M Randy of Destructoid said of the PC version, "Impressive effort with a few noticeable problems holding it back. Won't astound everyone, but is worth your time and cash." GameSpots Kevin VanOrd favorably compared the same PC version over other modern reboots in terms of gameplay and humor, particularly against another former 3D Realms series Duke Nukem that "unlike Duke's return in Duke Nukem Forever, Lo Wang's reappearance isn't a sad and outdated one", also noting the variety in the combat segments, finding "that magical sweet spot where you feel as if you overcame the odds without ever encountering the frustration." When commenting on the boss fights, however, VanOrd felt that while they "make for a fearsome presence" visually, he noted the overly straightforward strategy for all of them, causing them to "drag" and become "slogs". Dan Stapleton of IGN said that the same PC version's excellent fast-paced swordplay and surprising story make Lo Wang's comeback tour a great success." On VideoGamer.com, Pete Worth called the PC version "A fun, if limited, throwback", while Tom Orry said that the PlayStation 4 and Xbox One versions were "old-school in all the right ways, bringing the original into the modern era while leaving some of its less desirable aspects in the past where they belong."

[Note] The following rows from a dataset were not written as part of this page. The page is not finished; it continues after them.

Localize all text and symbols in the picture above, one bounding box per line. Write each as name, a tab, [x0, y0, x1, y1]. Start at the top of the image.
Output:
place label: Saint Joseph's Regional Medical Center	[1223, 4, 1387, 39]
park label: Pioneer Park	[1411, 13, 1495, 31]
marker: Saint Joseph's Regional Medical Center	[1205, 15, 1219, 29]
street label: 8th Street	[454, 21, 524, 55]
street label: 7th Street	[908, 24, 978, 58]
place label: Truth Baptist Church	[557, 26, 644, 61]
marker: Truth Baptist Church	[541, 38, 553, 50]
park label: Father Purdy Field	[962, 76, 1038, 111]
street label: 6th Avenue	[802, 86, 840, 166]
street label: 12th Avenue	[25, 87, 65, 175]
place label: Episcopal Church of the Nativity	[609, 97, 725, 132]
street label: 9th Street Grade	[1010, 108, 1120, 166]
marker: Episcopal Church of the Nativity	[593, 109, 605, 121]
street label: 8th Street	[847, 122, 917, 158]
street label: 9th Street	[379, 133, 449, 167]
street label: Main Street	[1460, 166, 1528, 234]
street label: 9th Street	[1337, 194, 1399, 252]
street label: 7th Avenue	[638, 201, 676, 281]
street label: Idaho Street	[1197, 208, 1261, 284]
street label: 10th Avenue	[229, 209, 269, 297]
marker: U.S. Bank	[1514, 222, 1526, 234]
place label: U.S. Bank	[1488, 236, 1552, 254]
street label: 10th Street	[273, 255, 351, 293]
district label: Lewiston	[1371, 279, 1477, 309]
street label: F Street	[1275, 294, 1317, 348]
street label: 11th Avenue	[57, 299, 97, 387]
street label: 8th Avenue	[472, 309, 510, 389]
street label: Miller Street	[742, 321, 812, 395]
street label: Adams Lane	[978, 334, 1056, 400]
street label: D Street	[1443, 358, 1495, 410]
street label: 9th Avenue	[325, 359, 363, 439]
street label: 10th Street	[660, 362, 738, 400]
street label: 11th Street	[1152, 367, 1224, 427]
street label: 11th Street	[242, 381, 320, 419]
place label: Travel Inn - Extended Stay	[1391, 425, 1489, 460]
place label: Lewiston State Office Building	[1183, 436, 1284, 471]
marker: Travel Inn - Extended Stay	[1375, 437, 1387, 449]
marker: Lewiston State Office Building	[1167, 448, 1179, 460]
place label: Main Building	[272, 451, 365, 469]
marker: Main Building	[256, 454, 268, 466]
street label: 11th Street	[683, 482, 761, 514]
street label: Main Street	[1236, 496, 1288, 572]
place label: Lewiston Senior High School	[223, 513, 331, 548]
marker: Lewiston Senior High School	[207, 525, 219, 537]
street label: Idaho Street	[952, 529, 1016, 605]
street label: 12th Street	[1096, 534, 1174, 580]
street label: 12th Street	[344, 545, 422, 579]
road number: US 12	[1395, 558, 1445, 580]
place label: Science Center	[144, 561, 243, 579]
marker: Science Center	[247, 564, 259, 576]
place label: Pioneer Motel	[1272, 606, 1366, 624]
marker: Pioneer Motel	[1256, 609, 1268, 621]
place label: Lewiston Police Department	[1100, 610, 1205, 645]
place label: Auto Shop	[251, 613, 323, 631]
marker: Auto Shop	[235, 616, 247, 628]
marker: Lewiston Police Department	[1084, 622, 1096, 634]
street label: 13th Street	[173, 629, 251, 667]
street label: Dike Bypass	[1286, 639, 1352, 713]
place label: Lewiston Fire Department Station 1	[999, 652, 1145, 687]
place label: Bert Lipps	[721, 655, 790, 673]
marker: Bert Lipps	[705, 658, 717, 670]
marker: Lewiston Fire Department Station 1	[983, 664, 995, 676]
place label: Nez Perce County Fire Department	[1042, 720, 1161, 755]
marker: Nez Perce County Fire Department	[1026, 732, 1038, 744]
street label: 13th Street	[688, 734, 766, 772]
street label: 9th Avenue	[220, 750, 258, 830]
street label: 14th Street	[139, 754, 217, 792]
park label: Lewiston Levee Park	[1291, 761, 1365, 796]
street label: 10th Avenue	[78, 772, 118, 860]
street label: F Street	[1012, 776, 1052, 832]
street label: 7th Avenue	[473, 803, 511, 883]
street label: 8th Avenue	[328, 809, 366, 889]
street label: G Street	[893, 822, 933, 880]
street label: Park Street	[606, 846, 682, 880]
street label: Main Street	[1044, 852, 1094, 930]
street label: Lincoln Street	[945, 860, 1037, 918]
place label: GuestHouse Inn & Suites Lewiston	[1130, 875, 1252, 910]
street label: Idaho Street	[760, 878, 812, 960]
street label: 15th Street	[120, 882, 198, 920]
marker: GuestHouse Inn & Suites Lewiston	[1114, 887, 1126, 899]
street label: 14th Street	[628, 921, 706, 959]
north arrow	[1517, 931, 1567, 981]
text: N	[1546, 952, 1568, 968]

Darrell Shayler of The Digital Fix gave the PC version a score of eight out of ten, calling it "an unrepentant love poem for all things 90s and plays out as a greatest hits album of the video games and buddy cop movies from that time." Liam Croft later gave the PlayStation 4 version the same 8/10 score, saying, "If you're looking for humour and a bucket load of fun in this busy gaming period, then look no further than Shadow Warrior." Paul Goodman of The Escapist gave the PC version three-and-a-half stars out of five, saying, "Shadow Warrior isn't free of some design flaws that can take away from the experience, but as an action game, its combat is solidly put together. While not the easiest to use, the various weapons and sword fighting combos you have really make you feel like a badass warrior whenever you pull off a gruesome decapitation." Roger Hargreaves of Metro gave the PC and PlayStation 4 versions each a score of six out of ten, saying, "For a game obsessed with OTT violence and knob gags this is a surprisingly charming and likeable shooter, if an unavoidably shallow and repetitive one."

Aggregate score
| Aggregator | Score |  |  |
| PC | PS4 | Xbox One |
| Metacritic | 73/100 | 70/100 | 74/100 |

Review scores
| Publication | Score |  |  |
| PC | PS4 | Xbox One |
| 4Players | 76% | 77% | 77% |
| Destructoid | 8.5/10 | N/A | N/A |
| Edge | 6/10 | N/A | N/A |
| Eurogamer | N/A | 7/10 | N/A |
| GameSpot | 7/10 | N/A | N/A |
| GameTrailers | 6/10 | N/A | N/A |
| GameZone | 8.5/10 | N/A | N/A |
| Hardcore Gamer | 4/5 | N/A | 4/5 |
| IGN | 8.6/10 | N/A | N/A |
| PlayStation Official Magazine – UK | N/A | 7/10 | N/A |
| Official Xbox Magazine (UK) | N/A | N/A | 7/10 |
| PC Gamer (UK) | 80% | N/A | N/A |
| Polygon | 6.5/10 | N/A | N/A |
| Push Square | N/A | 5/10 | N/A |
| The Digital Fix | 8/10 | 8/10 | N/A |
| The Escapist | 3.5/5 | N/A | N/A |

== Sequels ==

On 10 June 2015, publisher Devolver Digital announced Shadow Warrior 2, a sequel to the game, developed by Flying Wild Hog. An announcement trailer soon followed, confirming the game for Microsoft Windows, Mac OS X, Linux, PlayStation 4 and Xbox One to be released in 2016. The sequel featured four-player co-operative multiplayer upon launch. It was released for Windows in October 2016 and PlayStation 4 and Xbox One in May 2017. The next game in the series, Shadow Warrior 3, was released in 2022.